Les mots des religions : Soeur Sourire
Soeur Sourire, c’est le dernier film de Stijn Coninx, illustrant la vie de cette célèbre soeur qui rendit célèbre, en 1963, la chanson Dominique dédiée à Dominique de Guzmán, fondateur de l’ordre dominicain dont elle faisait partie.
C’est un destin… Sœur Sourire, de son vrai nom, Jeanne-Paule Marie Deckers, est née en 1933, année qui voit la montée du nazisme dans toute l’Europe. La Belgique des années Trente est une Belgique industrieuse et laborieuse. Dans ce climat difficile, la petite fille devient une jeune fille qui cherche comment donner sens à sa vie dans un univers qui ne lui promet guère que la reprise de la boulangerie-pâtisserie familiale.
Le film librement adapté de sa vie par Stijn Coninx qui vient de paraître sur les écrans (2009) dessine ainsi l’adolescence morne et sans horizon de la fille Deckers. On devine des relations difficiles entre la mère et la fille. La mère, sans doute soucieuse de la vocation d’artiste qui se manifeste chez sa fille, ne l’encourage guère dans cette voie. On devine en elle beaucoup d’hostilité envers le chemin libre qu’essaie malgré tout d’emprunter la jeune fille qui s’essaie alors librement au dessin et à la peinture et gratte la guitare pendant ses temps libres.

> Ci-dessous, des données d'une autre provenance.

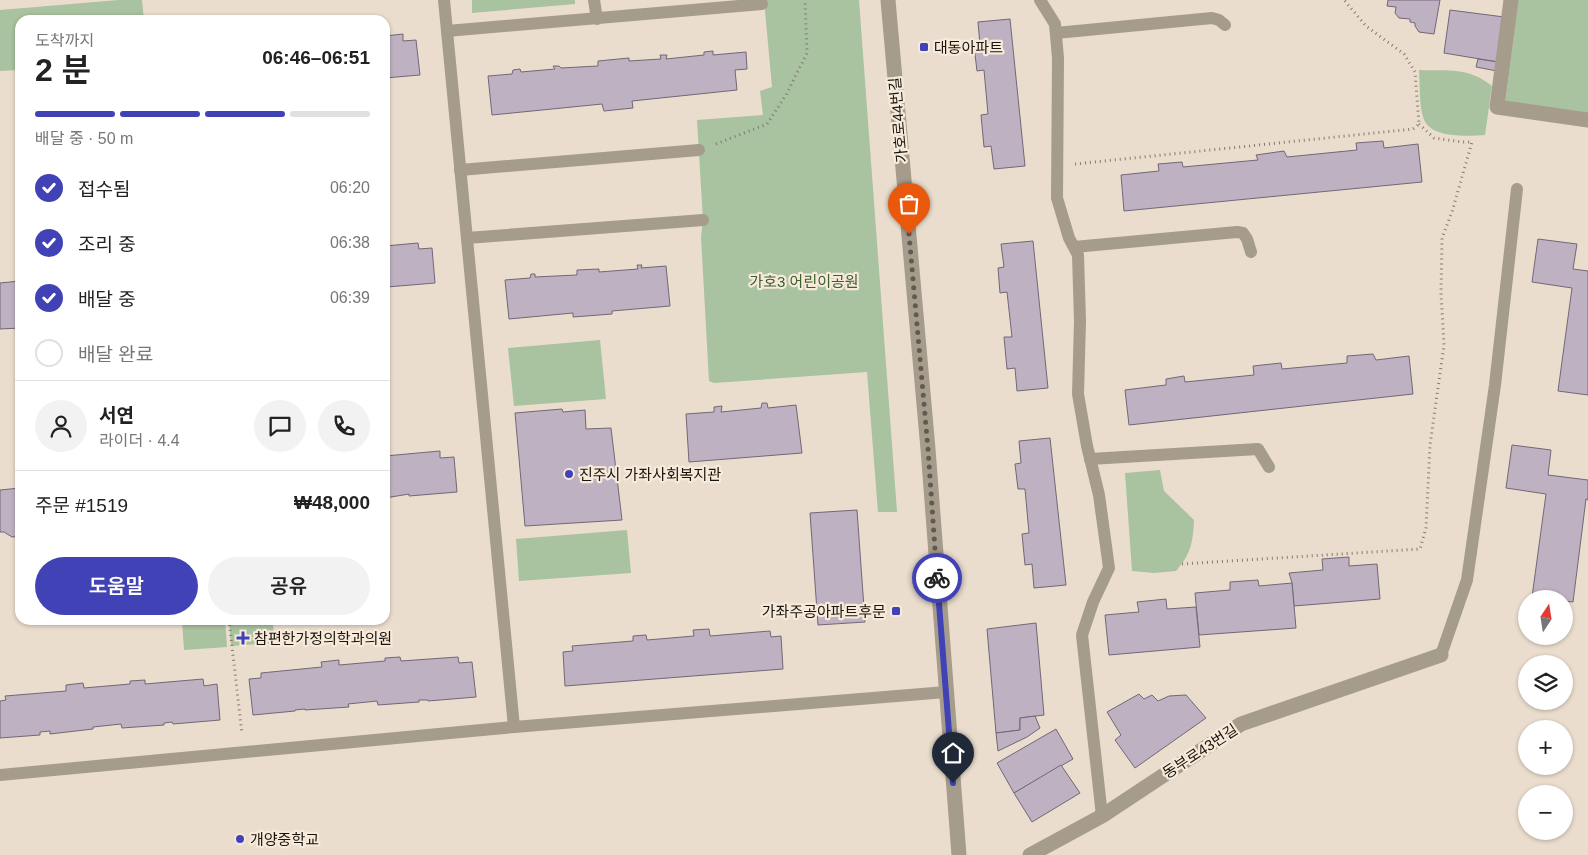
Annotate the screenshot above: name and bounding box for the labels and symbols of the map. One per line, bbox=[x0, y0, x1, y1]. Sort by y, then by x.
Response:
place label: 대동아파트 bbox=[934, 39, 1003, 56]
marker: 대동아파트 bbox=[918, 41, 930, 53]
street label: 가호로44번길 bbox=[886, 77, 910, 163]
pin bbox=[888, 183, 930, 234]
park label: 가호3 어린이공원 bbox=[749, 273, 859, 290]
place label: 진주시 가좌사회복지관 bbox=[579, 466, 721, 483]
marker: 진주시 가좌사회복지관 bbox=[563, 468, 575, 480]
courier bbox=[912, 553, 962, 603]
north arrow bbox=[1518, 590, 1572, 645]
place label: 가좌주공아파트후문 bbox=[762, 603, 886, 620]
marker: 가좌주공아파트후문 bbox=[890, 605, 902, 617]
place label: 참편한가정의학과의원 bbox=[254, 630, 392, 647]
marker: 참편한가정의학과의원 bbox=[236, 631, 250, 645]
street label: 동부로43번길 bbox=[1159, 721, 1241, 781]
pin bbox=[932, 732, 974, 783]
place label: 개양중학교 bbox=[250, 831, 319, 848]
marker: 개양중학교 bbox=[234, 833, 246, 845]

Est-ce dans le scoutisme que la future sœur Sourire pourtant née dans un milieu incroyant découvre sa vocation de religieuse ? Ou bien, comme le laisse croire le film, trouve-t-elle une oreille attentive et bienveillante chez le prêtre de la paroisse qui l’invite à écouter son instinct ? Toujours est-il qu’un discernement devient nécessaire : la jeune fille entre comme novice chez les dominicaines du couvent proche de Fichermont, installé à Waterloo, sur les anciens champs de bataille. En 1959, à 26 ans, Jeanne Deckers devient alors postulante sous le nom de Sœur Luc Gabriel.

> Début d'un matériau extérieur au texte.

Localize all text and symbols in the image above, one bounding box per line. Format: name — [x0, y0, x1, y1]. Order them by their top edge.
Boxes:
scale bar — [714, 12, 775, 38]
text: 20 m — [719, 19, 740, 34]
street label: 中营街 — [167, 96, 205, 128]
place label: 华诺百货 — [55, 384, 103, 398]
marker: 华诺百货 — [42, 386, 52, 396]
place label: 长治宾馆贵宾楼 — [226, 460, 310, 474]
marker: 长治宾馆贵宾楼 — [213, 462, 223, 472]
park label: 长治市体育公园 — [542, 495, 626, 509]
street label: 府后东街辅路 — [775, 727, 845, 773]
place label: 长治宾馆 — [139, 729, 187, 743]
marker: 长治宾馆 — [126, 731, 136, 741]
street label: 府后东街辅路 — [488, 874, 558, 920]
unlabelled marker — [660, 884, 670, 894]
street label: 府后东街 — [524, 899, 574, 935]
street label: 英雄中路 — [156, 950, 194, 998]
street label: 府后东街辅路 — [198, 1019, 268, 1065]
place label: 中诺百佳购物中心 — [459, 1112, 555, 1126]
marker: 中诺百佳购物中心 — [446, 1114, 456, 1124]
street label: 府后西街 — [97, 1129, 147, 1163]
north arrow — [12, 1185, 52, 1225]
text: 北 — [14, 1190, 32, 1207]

A travers elle, c’est aussi le symbole d’une Eglise en pleine évolution qui se profile. Sur fonds de concile Vatican II (1962-1965), la jeune femme découvre la vie religieuse et se rebelle rapidement contre la manière dépassée des dominicaines de diffuser la Bonne nouvelle et de faire vivre l’Evangile. Sœur Luc Gabriel rêve d’une Eglise, jeune, moderne, adaptée à la jeunesse de la société en pleine mutation des années qui précèdent mai 68. Elle se met à écrire des chansons, renouant ainsi avec un idéal d’adolescence mais aussi mue par un réel désir apostolique.

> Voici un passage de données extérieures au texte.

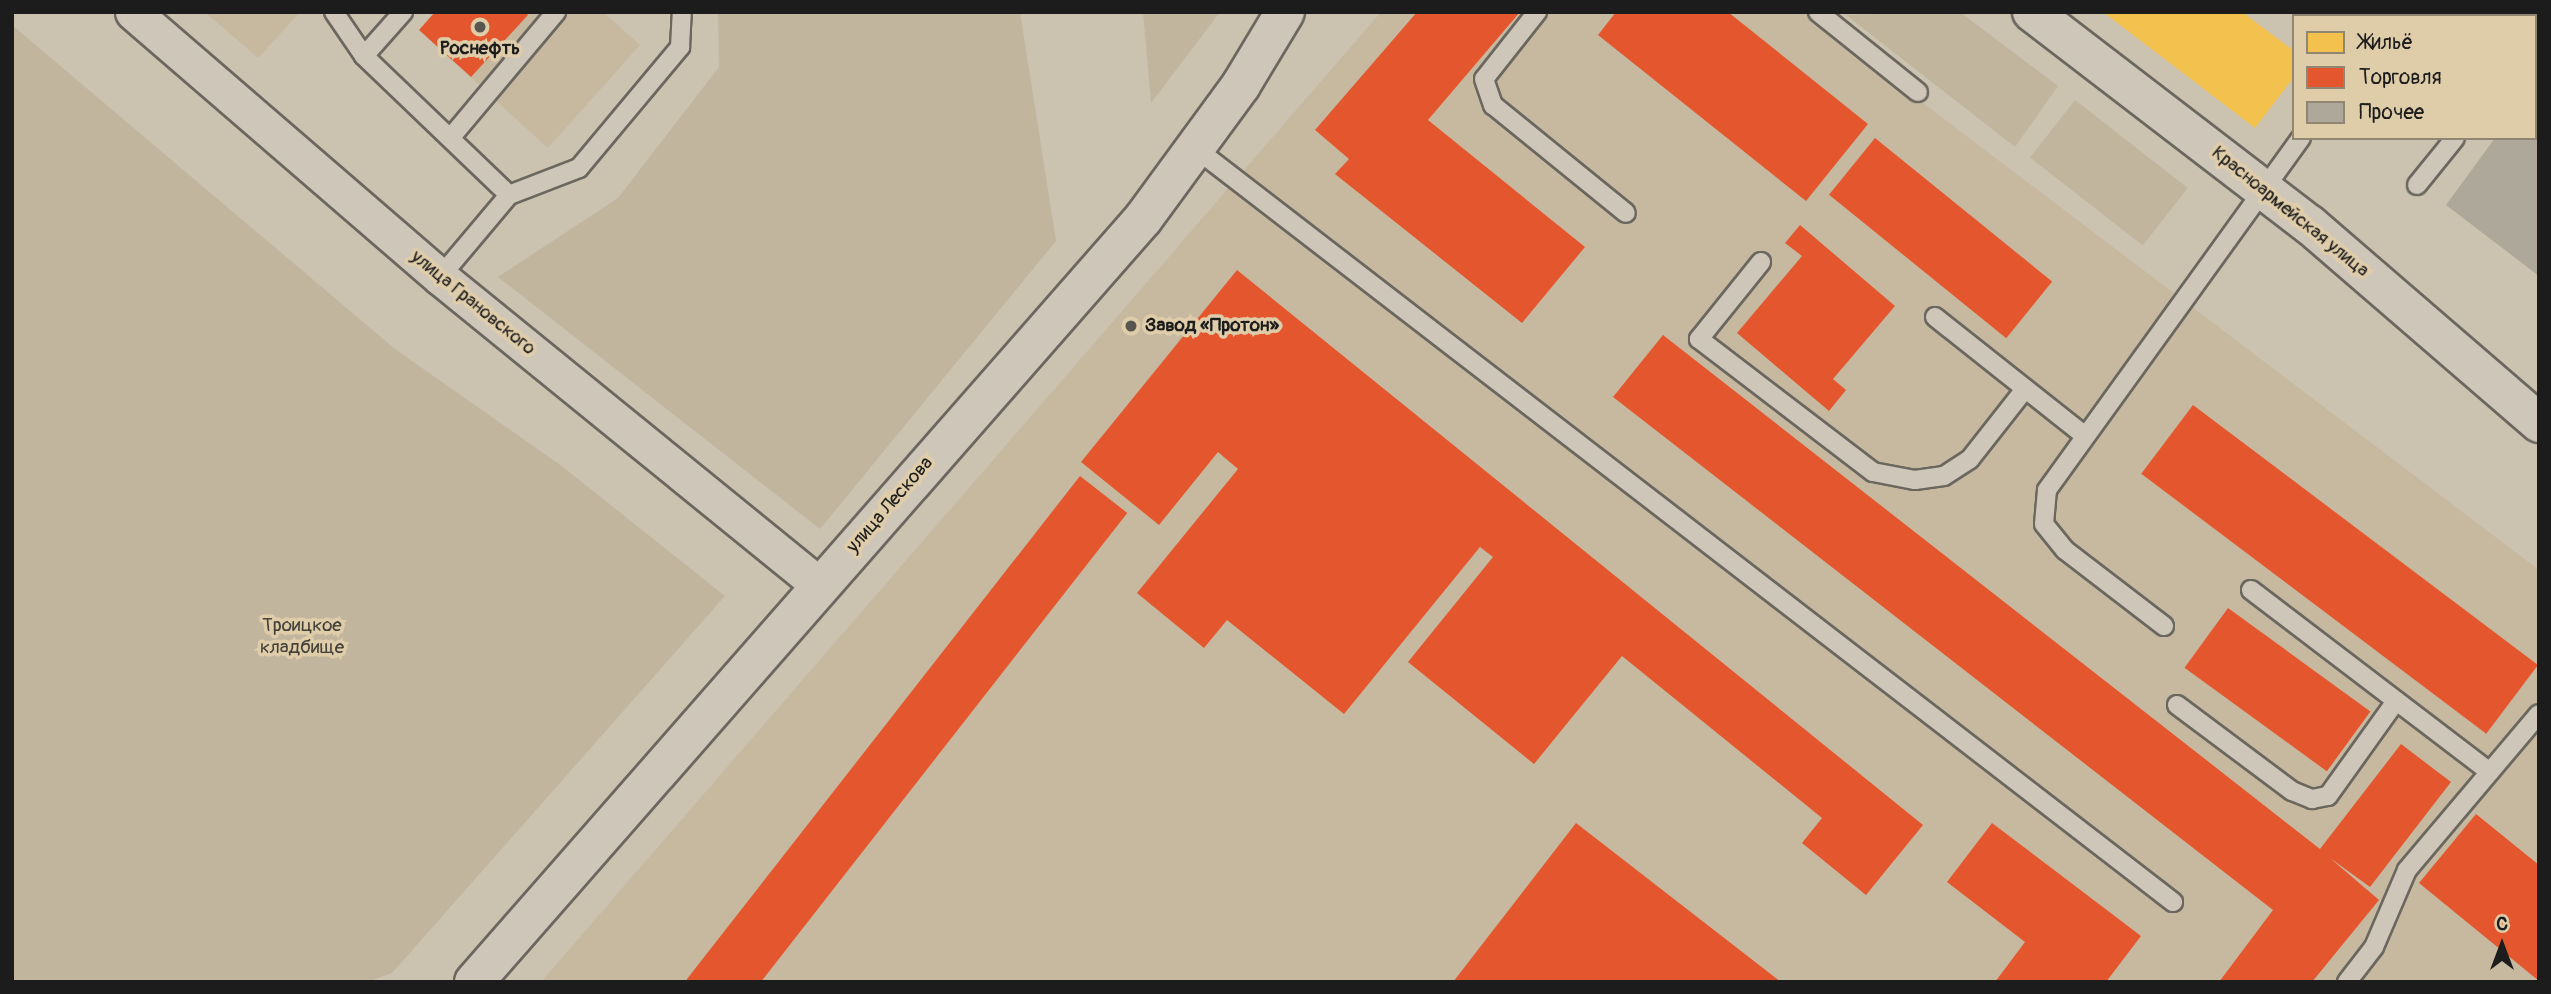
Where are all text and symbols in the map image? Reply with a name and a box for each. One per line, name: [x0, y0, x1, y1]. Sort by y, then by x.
legend: [2292, 14, 2537, 140]
marker: Роснефть: [472, 19, 488, 35]
text: Жильё: [2359, 29, 2413, 56]
place label: Роснефть: [440, 38, 520, 60]
text: Торговля: [2359, 64, 2442, 91]
text: Прочее: [2359, 99, 2424, 126]
street label: Красноармейская улица: [2207, 142, 2373, 282]
street label: улица Грановского: [406, 246, 540, 360]
place label: Завод «Протон»: [1145, 315, 1279, 337]
marker: Завод «Протон»: [1123, 318, 1139, 334]
street label: улица Лескова: [842, 452, 938, 558]
park label: Троицкое кладбище: [260, 615, 344, 659]
north arrow: [2467, 910, 2537, 980]
text: С: [2496, 912, 2508, 936]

Poussée par sa hiérarchie, la religieuse enregistre un disque dont elle négocie les droits avec la maison Philips. En 1963, elle enregistre la chanson qui la propulse en tête des hit-parades de son temps sous le pseudonyme de Sœur Sourire. Très vite, le succès est là. L’Europe francophone toute entière fredonne « Dominique nique nique » - qui raconte la vie de saint Dominique, fondateur de l’ordre dominicain - et enchaîne en boucle la ritournelle de la sœur chantante qui devient véritablement un succès commercial autant qu’ecclésial. Aux Etats-Unis, la chanson détrône même les Beatles et Elvis Presley. The « Singing nun » incarne définitivement le désir de changement d’une jeunesse qui rêve de marcher fleur à la bouche pour inventer une nouvelle manière de vivre dans le monde sans violence et sans guerre.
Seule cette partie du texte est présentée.